THE COURT: Okay. But she's not a repetitive source
[AUSA]: She was acting
THE COURT: She was what?
[AUSA]: Well, she's not a repetitive source, but she was clearly acting as a Customs informant at the time she did this. I mean this all happened before she had been signed up by customs before her contact with Mr. Sterba.
THE COURT: And I take it recruited for that by your case agent?
[AUSA]: Yes. Absolutely.
Prompted by this discussion about "Gracie Greggs," Mr. Martinez raised in behalf of the defense some serious questions about "Gracie Greggs."
MR. MARTINEZ: Well, the government indicates that the informant's name is Gracie Greggs. This witness, as you may recall, did testify that her name was Gracie Greggs. Well, I sent my investigator out to do a computer check, an Autotrak check, on the background of Ms. Gracie Greggs to see if there were any prior convictions of record. And we couldn't find any. We couldn't find this person. Gracie Greggs did not exist. I mean zilch, no credit history, no nothing. After the government rested and after the defendant rested, I then approached [the AUSA] and asked [the AUSA] and I advised her that our investigator had gone out to research the background of this witness under Gracie Greggs.
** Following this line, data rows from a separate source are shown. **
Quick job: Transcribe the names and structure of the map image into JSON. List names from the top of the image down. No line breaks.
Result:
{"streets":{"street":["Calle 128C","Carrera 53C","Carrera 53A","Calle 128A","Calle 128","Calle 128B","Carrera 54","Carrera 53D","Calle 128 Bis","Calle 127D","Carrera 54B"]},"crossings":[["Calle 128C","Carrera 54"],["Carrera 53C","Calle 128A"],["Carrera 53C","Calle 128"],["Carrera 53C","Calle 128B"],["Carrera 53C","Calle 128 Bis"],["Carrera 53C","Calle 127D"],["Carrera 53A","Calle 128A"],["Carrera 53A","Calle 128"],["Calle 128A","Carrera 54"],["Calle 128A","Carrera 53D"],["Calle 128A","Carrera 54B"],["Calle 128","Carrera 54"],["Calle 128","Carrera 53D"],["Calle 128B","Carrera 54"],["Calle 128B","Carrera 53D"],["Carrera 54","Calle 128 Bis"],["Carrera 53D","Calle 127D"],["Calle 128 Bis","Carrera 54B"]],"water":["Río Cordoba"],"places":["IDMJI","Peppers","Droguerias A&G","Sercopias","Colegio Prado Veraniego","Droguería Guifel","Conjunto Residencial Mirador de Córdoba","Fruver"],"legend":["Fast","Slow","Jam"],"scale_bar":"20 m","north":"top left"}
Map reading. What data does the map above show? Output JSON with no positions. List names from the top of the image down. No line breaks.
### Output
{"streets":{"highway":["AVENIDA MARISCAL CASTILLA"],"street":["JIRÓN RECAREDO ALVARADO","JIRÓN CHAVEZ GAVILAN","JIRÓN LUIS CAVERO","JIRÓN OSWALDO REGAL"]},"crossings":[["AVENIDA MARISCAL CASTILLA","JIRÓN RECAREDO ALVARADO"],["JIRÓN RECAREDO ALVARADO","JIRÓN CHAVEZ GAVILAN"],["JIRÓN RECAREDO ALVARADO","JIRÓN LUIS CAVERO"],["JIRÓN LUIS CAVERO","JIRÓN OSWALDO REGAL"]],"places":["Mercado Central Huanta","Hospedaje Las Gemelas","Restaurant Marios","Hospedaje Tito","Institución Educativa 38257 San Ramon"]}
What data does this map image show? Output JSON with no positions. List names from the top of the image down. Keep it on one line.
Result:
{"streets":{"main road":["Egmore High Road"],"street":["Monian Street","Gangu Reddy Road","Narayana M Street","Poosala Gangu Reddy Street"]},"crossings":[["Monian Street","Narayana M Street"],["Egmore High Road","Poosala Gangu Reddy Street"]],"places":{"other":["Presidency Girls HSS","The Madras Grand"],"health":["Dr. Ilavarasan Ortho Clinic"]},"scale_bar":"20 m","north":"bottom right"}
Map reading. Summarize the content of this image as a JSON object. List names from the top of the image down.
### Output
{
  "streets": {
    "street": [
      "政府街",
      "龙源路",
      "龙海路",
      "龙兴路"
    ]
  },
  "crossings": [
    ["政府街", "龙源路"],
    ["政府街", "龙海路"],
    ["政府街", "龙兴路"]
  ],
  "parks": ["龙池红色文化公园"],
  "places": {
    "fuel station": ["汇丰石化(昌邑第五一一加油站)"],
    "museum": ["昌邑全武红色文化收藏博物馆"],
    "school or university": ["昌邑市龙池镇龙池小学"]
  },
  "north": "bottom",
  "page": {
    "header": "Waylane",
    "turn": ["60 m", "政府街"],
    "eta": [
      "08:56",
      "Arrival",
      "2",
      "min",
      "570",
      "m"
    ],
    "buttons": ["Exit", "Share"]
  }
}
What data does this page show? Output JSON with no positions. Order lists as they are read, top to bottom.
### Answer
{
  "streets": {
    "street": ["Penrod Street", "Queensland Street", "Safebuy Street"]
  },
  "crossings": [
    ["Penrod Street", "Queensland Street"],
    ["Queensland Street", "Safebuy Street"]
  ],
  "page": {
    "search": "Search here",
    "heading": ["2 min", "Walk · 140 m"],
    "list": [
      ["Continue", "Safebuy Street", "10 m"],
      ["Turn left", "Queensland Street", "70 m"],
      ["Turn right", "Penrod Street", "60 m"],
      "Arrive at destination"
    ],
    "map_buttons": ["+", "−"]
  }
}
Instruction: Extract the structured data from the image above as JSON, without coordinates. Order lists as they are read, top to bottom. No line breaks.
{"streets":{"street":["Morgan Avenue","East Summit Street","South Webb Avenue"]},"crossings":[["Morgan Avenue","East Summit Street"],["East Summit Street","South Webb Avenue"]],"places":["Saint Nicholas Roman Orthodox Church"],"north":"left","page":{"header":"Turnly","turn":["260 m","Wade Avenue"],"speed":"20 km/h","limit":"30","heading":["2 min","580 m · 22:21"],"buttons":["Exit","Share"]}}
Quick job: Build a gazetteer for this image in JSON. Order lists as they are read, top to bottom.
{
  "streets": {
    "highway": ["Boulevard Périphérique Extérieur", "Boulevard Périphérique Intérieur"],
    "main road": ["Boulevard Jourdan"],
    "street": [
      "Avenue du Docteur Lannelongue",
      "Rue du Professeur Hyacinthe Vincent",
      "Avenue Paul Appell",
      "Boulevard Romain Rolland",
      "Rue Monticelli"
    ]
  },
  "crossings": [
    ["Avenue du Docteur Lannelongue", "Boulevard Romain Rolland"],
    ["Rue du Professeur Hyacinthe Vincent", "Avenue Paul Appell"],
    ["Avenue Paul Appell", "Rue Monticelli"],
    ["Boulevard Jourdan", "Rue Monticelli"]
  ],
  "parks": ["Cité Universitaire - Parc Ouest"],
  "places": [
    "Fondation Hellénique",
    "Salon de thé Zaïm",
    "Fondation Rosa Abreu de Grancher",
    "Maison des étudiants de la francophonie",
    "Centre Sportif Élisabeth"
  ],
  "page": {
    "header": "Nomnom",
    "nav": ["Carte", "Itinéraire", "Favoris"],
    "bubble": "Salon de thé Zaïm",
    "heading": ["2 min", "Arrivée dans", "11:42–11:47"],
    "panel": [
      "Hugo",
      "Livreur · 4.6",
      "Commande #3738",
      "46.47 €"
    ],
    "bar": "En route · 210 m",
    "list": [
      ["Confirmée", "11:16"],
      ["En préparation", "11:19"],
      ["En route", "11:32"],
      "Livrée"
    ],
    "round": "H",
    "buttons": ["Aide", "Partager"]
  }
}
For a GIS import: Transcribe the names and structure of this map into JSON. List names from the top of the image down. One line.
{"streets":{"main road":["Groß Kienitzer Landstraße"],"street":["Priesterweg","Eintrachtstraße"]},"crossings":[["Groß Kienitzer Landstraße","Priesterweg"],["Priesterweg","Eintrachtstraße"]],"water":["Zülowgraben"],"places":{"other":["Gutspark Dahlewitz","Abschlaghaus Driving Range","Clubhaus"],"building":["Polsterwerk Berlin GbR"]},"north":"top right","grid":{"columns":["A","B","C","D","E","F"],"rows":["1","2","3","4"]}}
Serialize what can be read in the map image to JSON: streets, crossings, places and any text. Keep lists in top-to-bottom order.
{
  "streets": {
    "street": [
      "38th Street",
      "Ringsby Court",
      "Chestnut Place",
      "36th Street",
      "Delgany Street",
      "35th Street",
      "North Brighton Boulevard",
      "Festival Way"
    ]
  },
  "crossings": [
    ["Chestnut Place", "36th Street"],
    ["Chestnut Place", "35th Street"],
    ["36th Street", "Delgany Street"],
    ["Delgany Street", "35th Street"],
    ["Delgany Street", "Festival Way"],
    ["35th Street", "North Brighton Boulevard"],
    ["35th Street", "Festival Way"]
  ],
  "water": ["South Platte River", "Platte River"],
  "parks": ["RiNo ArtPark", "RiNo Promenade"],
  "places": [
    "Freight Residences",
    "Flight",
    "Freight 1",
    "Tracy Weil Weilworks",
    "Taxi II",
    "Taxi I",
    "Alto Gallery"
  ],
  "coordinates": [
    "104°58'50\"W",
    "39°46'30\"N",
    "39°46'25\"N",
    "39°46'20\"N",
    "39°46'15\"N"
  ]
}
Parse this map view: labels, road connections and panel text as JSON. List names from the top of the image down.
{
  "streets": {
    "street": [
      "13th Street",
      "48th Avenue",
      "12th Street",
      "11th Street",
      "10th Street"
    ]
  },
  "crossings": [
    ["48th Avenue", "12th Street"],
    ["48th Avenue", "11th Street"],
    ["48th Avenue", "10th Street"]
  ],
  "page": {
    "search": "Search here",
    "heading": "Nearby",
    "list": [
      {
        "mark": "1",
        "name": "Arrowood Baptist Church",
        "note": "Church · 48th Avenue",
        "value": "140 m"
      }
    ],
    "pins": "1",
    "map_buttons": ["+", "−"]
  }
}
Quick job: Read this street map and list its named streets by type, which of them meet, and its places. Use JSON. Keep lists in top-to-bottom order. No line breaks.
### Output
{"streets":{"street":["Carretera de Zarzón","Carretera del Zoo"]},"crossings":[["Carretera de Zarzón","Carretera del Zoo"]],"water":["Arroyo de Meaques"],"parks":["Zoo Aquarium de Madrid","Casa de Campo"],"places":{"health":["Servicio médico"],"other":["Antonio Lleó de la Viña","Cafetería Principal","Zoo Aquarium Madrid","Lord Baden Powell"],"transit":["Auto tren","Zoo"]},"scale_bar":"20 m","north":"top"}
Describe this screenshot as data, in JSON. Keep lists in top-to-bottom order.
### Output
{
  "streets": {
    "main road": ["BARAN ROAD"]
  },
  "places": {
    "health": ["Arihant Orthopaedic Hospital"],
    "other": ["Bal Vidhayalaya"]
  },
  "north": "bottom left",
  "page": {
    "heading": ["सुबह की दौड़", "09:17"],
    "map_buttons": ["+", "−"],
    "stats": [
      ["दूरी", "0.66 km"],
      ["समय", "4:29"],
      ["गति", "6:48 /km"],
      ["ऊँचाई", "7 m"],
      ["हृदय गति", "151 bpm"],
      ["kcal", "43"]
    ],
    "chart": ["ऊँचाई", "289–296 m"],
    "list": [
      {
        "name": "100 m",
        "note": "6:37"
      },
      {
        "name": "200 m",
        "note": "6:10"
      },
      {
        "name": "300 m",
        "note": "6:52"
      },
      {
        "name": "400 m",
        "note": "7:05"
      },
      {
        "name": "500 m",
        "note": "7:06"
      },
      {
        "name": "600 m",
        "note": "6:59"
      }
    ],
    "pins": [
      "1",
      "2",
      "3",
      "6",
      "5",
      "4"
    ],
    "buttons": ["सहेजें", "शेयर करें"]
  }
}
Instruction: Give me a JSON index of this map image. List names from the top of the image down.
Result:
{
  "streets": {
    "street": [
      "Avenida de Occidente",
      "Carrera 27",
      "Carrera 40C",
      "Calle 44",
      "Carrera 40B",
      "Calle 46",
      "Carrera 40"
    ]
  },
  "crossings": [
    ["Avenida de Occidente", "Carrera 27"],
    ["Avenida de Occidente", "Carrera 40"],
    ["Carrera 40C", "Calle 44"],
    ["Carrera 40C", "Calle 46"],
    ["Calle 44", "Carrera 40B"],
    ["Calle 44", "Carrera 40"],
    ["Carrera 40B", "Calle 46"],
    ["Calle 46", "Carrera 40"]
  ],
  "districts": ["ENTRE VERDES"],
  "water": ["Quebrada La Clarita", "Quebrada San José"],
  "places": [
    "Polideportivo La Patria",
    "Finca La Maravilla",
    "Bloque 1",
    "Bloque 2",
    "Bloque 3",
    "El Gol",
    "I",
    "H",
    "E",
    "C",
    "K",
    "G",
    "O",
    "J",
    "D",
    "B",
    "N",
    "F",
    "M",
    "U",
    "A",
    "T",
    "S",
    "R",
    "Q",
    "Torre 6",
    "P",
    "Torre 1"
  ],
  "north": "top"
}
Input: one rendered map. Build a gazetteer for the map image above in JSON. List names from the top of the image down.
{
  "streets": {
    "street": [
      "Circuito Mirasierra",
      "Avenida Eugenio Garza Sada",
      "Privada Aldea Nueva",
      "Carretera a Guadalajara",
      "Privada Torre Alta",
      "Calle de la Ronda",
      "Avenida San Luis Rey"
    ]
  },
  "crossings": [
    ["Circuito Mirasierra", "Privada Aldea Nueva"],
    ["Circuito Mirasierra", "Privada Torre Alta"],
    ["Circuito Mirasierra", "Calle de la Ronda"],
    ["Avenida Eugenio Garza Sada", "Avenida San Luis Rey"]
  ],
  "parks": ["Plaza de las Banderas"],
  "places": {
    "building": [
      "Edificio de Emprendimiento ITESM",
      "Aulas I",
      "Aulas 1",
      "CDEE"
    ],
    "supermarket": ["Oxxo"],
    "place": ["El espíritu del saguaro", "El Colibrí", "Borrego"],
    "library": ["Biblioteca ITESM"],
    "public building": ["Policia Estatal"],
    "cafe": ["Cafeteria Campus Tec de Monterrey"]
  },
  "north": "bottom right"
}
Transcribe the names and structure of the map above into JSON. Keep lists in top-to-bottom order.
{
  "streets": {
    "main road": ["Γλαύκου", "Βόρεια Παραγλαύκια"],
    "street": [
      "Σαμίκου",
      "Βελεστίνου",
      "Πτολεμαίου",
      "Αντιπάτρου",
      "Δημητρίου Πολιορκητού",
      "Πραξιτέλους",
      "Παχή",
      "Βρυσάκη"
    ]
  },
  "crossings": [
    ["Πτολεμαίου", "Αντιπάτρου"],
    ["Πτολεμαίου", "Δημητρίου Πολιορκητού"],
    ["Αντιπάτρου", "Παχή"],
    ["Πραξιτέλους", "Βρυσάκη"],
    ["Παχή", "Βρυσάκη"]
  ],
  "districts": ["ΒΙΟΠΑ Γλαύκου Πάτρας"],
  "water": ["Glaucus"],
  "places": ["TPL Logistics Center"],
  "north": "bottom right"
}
And she indicated that, oh, that's not her real name, that's her confidential informant Customs name.
THE COURT: She testified here it was her name.
MR. MARTINEZ: That's correct. She said [the AUSA] said her real name is Adria Jackson. This was after the government rested, after the defendant rested. I go back with my investigator my investigator stayed in the office *1337 until nine o'clock last night running a check, and, yes, there is an Adria Jackson that exists, we do have information about her, but it is going to take us some time to even gather any information, because we were working under the assumption that the main government witness, the confidential informant's name, was Gracie Greggs.
We originally filed
THE COURT: Wait a minute here. [AUSA], did you allow this woman to testify as to her name in my court without telling me that she was going to testify to a false name?
[AUSA]: Well, Your Honor
THE COURT: First of all, yes or no. You either did that or you didn't. Did you know that she was going to testify to a name other than her lawful name?
[AUSA]: Yes. Yes, I knew she would testify that her name was Gracie Greggs. However, that is a name that has been given to her by Customs. Everything every document says Gracie Greggs on it. So that's a name that that's her name as far as Customs and this case is associated with it. So I didn't consider that to be I consider that to be her name. She has other names. Just like when you get married, you have other names.
THE COURT: It is not quite like when you get married.
MR. MARTINEZ: Judge, my client has a
THE COURT: It is a little bit like if I went out if I dispatched the marshal out to get someone to sit right over there in that defense seat, with the idea that they would imitate the defendant and the defendant was safely out of the courtroom, is that just sort of like when you get married?
THE COURT: You bet it is not.
Having received from the United States the concession that the witness was not "Gracie Greggs" and that "Gracie Greggs" was a nom de plume attached by a government agency for its internal purposes, Mr. Martinez interposed a motion for a mistrial based upon deprivation of sixth amendment rights of confrontation.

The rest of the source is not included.